A reminder: All students benefit from Black teachers
“You cannot be what you cannot see” is a quote with proverbial resonance and a myriad of implications with regard to how we inspire our children to pursue their dreams. Self-esteem and self-efficacy are key components that must be considered when discussing education and academic achievement.
Students are often aware of their self-worth and the value of those who look like them at a very young age. This awareness is a collective synthesis of various stimuli. If students are exposed to numerous mediums that portray people who look like them in a positive light — as leaders, heroes, protagonists — it directly impacts how much value they place in themselves and how much confidence they have in their capacity to be successful.
Black teachers specifically, and teachers of color in general, bring with them to the field the necessary multicultural representation and unique relatability to provide all students with a holistic educational experience.
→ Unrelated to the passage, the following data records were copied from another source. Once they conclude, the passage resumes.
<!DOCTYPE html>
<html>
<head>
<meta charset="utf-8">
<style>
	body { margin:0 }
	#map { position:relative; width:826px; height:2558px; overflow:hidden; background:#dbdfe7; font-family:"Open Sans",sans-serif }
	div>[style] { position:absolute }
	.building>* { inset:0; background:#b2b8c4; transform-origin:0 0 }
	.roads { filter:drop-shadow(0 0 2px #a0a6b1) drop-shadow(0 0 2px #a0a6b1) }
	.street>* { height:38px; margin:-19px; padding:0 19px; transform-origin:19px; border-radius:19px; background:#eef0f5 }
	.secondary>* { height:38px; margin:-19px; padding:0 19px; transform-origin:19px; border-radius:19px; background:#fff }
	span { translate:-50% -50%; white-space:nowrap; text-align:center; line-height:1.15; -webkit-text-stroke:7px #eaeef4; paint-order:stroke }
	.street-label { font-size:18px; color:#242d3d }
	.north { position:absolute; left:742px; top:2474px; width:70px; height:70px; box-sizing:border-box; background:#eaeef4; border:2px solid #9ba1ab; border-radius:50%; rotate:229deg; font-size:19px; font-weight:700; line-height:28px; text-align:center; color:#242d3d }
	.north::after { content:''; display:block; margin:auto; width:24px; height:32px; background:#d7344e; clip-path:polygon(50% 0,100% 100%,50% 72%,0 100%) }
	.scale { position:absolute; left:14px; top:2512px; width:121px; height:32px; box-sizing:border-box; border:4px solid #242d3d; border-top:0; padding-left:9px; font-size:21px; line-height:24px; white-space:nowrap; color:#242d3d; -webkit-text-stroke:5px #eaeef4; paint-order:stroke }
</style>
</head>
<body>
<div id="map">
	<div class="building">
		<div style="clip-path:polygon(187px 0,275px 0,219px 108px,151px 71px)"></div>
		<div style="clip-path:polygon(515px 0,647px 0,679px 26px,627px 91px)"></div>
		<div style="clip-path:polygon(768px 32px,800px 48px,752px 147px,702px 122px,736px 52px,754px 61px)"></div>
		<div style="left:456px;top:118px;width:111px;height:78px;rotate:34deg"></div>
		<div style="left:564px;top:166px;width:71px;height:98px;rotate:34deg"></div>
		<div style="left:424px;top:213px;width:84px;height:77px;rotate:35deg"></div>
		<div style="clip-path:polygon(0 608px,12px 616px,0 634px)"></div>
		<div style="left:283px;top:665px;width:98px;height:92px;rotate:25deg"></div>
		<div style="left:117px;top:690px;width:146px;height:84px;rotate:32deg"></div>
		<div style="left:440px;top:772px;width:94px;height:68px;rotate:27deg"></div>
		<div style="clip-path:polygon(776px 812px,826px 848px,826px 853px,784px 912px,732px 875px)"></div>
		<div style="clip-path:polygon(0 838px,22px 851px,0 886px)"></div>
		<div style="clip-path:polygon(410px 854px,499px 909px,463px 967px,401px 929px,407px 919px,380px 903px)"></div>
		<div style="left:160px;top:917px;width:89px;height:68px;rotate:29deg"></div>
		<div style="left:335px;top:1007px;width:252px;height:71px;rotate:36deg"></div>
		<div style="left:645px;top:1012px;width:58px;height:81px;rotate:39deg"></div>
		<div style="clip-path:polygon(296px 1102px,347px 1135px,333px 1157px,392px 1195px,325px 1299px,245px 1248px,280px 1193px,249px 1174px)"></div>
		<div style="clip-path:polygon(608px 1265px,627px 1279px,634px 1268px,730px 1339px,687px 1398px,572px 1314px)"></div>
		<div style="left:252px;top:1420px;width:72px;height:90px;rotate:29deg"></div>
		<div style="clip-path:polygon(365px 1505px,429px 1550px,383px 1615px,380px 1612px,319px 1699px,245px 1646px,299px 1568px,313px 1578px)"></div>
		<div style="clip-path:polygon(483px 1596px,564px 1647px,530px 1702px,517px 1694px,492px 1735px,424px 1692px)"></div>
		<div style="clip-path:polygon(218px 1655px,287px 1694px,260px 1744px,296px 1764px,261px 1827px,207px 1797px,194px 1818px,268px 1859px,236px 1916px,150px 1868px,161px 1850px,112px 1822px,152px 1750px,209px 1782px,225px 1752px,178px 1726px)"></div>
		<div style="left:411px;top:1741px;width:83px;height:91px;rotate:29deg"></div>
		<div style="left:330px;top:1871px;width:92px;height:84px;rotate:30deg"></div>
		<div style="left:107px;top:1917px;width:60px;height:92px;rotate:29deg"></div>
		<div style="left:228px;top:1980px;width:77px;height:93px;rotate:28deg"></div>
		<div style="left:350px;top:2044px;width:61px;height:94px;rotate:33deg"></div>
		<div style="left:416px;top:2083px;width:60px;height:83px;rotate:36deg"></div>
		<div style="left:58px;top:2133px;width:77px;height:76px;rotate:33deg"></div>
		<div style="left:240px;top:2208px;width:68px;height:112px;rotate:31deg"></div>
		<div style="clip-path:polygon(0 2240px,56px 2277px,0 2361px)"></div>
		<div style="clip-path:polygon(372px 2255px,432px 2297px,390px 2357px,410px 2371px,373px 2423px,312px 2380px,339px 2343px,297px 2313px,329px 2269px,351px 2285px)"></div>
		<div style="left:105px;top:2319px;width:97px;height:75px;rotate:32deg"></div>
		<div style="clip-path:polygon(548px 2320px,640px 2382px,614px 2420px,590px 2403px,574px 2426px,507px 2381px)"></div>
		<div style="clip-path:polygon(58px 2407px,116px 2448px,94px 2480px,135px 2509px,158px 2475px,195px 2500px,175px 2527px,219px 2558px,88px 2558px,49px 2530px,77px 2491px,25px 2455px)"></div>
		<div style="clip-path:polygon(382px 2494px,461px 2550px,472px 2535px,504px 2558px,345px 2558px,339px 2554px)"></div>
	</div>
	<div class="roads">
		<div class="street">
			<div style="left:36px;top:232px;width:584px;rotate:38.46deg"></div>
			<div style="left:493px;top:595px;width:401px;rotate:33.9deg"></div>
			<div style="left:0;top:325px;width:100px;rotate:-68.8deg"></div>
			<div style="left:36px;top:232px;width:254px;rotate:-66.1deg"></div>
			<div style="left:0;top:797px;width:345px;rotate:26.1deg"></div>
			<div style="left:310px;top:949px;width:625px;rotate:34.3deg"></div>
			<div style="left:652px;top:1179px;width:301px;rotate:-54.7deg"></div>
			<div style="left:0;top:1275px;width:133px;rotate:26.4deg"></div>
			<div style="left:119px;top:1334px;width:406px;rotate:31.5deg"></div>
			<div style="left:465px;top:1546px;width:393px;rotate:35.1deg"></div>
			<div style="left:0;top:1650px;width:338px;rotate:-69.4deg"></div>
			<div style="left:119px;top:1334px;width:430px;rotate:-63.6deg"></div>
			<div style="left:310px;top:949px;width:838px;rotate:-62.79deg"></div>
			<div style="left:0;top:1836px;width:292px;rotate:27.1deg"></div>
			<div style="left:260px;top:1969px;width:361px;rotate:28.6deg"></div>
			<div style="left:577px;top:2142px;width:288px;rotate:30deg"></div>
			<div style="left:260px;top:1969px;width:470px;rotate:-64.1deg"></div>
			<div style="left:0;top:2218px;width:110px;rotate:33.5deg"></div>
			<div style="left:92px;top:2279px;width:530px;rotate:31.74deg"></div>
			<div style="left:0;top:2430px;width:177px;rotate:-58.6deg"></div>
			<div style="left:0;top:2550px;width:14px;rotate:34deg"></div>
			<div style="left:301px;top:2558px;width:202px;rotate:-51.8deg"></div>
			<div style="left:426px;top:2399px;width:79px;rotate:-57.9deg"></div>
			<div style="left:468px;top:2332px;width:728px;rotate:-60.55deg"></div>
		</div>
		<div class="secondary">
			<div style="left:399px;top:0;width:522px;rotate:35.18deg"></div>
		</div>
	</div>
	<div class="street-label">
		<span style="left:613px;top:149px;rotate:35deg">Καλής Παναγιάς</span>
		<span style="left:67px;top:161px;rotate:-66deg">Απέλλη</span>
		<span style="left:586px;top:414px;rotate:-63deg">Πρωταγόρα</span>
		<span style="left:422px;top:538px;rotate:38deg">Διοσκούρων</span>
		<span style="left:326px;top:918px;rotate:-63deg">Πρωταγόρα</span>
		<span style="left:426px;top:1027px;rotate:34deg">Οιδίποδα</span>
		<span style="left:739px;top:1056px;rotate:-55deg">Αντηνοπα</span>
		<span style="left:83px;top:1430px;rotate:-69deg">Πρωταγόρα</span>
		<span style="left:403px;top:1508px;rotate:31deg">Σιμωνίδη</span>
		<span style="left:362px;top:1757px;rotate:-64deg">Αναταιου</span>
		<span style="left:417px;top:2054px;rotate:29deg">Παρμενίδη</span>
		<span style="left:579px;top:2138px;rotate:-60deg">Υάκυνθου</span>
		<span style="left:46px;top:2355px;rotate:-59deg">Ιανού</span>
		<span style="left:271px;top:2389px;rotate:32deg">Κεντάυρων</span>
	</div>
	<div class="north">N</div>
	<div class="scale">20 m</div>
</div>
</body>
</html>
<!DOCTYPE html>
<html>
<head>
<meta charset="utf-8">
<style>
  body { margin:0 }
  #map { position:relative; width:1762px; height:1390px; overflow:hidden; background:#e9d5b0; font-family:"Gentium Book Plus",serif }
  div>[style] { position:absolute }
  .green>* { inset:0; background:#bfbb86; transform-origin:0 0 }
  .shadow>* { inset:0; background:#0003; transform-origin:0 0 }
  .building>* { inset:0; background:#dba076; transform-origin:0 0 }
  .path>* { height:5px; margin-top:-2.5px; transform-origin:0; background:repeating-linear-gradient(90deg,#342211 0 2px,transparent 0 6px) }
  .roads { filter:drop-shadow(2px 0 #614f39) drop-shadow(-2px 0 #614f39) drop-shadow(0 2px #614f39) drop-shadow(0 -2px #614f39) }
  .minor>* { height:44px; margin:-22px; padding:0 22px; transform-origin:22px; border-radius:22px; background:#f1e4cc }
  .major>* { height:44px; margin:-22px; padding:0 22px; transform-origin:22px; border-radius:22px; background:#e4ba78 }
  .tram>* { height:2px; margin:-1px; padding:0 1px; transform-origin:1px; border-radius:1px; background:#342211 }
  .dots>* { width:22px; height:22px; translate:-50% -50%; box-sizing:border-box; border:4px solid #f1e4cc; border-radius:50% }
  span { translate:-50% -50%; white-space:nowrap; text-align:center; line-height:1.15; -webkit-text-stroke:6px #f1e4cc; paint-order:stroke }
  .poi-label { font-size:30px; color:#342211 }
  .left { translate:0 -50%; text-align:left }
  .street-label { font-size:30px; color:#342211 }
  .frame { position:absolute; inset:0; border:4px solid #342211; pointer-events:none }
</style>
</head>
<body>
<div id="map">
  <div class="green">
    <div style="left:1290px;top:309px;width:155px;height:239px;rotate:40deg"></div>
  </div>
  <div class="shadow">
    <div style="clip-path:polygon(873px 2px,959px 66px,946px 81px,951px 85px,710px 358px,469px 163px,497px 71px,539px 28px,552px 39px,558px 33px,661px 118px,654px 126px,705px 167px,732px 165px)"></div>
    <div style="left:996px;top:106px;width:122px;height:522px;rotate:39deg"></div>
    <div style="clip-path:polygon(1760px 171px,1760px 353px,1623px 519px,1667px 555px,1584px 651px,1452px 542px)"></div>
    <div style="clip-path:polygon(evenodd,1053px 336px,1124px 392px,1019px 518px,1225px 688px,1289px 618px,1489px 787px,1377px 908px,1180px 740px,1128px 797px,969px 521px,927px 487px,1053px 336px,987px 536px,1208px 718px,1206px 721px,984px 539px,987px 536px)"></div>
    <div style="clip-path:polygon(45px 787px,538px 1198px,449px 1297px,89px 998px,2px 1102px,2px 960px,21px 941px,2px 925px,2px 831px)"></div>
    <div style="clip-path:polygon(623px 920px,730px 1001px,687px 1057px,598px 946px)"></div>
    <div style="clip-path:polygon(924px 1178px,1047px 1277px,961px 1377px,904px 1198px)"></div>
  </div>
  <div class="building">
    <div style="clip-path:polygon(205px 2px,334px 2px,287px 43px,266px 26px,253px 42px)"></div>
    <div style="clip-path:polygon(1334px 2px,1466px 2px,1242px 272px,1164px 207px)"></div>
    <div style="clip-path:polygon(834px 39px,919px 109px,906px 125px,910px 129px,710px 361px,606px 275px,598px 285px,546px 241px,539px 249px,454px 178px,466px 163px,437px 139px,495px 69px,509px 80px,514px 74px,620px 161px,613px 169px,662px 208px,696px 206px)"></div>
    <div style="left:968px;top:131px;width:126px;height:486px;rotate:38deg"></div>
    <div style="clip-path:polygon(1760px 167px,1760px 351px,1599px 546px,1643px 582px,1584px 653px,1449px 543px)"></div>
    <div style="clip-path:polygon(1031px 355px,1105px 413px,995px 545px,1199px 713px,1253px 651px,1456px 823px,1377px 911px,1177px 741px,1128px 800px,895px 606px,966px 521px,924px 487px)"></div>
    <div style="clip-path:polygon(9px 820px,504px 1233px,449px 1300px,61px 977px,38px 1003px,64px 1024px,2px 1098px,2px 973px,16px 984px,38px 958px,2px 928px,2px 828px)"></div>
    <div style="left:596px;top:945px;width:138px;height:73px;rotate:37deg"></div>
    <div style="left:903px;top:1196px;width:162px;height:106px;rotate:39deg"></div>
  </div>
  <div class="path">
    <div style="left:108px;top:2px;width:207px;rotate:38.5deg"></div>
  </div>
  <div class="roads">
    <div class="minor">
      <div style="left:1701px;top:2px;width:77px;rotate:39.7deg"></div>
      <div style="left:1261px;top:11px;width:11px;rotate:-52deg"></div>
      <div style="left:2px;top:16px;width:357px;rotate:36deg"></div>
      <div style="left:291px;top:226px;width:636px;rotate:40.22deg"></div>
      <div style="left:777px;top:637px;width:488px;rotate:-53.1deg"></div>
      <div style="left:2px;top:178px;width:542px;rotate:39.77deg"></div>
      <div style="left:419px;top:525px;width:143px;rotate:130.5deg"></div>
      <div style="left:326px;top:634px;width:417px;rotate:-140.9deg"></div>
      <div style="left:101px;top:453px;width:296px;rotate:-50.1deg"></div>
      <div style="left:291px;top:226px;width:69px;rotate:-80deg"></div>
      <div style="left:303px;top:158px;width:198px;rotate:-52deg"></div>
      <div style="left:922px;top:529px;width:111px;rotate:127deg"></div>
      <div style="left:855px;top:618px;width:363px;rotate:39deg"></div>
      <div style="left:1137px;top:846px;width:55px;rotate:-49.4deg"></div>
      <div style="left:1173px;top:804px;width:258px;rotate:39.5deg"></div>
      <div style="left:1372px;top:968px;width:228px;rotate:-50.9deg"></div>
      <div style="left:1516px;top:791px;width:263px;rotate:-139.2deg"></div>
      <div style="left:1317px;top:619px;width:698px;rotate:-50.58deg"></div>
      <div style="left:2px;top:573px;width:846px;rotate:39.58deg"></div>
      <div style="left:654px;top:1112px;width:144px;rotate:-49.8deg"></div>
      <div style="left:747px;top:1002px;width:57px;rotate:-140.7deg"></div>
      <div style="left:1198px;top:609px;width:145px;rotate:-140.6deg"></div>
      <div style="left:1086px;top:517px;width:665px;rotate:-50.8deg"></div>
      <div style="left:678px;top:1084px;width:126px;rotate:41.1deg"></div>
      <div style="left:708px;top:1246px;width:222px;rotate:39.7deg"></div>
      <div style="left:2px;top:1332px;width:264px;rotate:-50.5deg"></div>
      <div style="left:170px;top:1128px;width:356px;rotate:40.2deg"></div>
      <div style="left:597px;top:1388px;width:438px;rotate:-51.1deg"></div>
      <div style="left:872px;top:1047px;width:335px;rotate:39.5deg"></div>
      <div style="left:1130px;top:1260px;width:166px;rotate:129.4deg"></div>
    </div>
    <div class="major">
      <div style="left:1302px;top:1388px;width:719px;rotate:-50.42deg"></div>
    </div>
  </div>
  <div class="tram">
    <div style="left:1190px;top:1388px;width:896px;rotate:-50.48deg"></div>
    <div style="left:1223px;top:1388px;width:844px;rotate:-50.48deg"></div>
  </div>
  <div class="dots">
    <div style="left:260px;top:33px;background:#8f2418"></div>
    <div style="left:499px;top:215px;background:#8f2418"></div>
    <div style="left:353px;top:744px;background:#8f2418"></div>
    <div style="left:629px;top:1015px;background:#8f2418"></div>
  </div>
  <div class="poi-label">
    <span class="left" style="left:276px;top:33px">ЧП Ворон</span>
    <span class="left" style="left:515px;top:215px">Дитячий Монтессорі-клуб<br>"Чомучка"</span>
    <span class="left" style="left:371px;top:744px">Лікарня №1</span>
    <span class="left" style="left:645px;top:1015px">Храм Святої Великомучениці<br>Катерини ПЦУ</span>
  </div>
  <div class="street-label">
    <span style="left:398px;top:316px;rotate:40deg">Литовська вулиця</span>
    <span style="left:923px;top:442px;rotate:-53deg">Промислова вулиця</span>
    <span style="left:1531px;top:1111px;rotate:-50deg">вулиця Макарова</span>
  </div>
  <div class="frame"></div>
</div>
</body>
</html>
Not only will the self-efficacy, self-esteem, and academic performance of students of color improve, but increasing the amount of teachers of color can be the much needed introduction for white students to be exposed to Black individuals in traditional roles of leadership and professional expertise.
In a world that is constantly sending messages to Black folks that tell us we aren’t worthy, that Black lives don’t matter, Black students need to see themselves represented in the educators they encounter when they walk into a school building or log into a class session. As we continue to exist in the midst of two pandemics, racism and COVID-19, it is high time that we begin to confront the important issues head on and as it relates to education. Black teacher recruitment and retention should be at the top of the list.